Could anyone explain why the intensity of the electric field between plates of a charged capacitor is constant? Moreover, the varying the distance between plates doesn't change the electric field intensity – that's weird, because the electric field is defined as the force acting on a unit charge, and the force according to Coulomb law certainly does depend on the distance between the charges.
So it's reasonable to expect that placing two plates further apart would result in a lower electric field intensity (or, lower force experienced by a unit charge placed between the plates), but that's not the case (for some reason).
See example 4.2 if you need technical details.
Let's say the value of charge, not potential, is fixed on both plates. Does the electric field insensity change with the distance between the plates? The answer has to be 'no', because doubling the distance between plates of a capacitor doubles the voltage across them (and $V=Ed$).
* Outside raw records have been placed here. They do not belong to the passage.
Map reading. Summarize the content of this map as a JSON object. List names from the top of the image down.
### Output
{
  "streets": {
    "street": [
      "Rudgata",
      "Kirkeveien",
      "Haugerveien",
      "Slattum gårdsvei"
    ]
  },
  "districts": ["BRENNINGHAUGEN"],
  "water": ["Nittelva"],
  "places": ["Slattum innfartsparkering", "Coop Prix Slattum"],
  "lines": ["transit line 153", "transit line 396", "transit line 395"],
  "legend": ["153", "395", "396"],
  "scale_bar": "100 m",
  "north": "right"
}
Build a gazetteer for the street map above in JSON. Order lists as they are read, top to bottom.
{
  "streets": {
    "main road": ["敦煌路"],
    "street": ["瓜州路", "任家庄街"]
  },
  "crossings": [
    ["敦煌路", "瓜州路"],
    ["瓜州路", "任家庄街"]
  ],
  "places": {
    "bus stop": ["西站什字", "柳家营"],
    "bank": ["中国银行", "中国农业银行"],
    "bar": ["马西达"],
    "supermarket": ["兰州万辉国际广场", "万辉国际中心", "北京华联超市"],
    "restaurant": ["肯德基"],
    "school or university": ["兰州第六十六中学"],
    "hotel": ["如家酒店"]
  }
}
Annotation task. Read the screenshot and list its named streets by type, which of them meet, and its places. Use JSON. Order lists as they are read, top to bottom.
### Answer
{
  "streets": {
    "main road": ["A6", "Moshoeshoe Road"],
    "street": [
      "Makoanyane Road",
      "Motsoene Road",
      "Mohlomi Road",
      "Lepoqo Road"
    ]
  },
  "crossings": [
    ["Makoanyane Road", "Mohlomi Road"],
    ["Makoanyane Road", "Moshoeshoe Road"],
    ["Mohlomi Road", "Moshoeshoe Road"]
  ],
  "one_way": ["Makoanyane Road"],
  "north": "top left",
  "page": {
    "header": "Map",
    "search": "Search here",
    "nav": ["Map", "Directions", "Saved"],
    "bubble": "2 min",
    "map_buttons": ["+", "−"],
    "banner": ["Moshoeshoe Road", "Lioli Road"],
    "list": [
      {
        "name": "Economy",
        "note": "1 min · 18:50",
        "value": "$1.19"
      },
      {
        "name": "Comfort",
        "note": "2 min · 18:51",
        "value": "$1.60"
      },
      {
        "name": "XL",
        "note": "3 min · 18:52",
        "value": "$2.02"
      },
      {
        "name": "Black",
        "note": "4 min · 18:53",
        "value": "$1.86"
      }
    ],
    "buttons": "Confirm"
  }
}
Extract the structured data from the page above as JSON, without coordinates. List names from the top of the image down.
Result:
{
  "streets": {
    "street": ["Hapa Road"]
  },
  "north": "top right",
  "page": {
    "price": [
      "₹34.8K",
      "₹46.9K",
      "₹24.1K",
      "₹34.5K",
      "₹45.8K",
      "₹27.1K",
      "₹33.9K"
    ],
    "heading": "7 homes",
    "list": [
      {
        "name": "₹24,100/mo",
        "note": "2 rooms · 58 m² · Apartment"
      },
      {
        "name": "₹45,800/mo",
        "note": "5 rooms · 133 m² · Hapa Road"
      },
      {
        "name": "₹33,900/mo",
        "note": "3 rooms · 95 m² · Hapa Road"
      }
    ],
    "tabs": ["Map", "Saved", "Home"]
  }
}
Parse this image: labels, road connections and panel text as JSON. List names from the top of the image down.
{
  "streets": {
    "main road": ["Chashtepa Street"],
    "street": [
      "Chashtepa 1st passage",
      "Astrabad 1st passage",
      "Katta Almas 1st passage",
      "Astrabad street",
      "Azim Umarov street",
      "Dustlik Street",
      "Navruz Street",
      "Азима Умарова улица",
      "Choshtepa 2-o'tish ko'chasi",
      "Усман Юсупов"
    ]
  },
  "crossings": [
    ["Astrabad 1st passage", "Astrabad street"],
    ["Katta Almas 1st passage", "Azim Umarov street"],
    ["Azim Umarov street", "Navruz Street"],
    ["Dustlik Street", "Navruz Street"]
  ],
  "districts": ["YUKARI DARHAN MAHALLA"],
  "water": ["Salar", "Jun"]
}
And if the electric field intensity remains constant (it's just force acting on unit charge), then the force acting on the test charge will be the same no matter how far apart the plates are.
Best Answer
For an INFINITE parallel plate capacitor, the electric field has the same value everywhere between the 2 plates. An intuitive reason for that is: suppose you have a small test charge +q at a distance $x$ away from the +ve plate and a distance $d-x$ away from the -ve plate. The +ve plate will repel the charge and the -ve plate will attract it. Now if the charge is at a distance $y$ from the +ve plate $(y>x)$ then the the repulsive force due to the +ve plate will be weaker but the attractive force due to the -ve plate will be stronger such that the net force on the test charge will have the same value as when the charge was a distance $x$ away from the +ve plate. This is because the electric field lines due to an infinite plate are parallel to the normal vector to the plate.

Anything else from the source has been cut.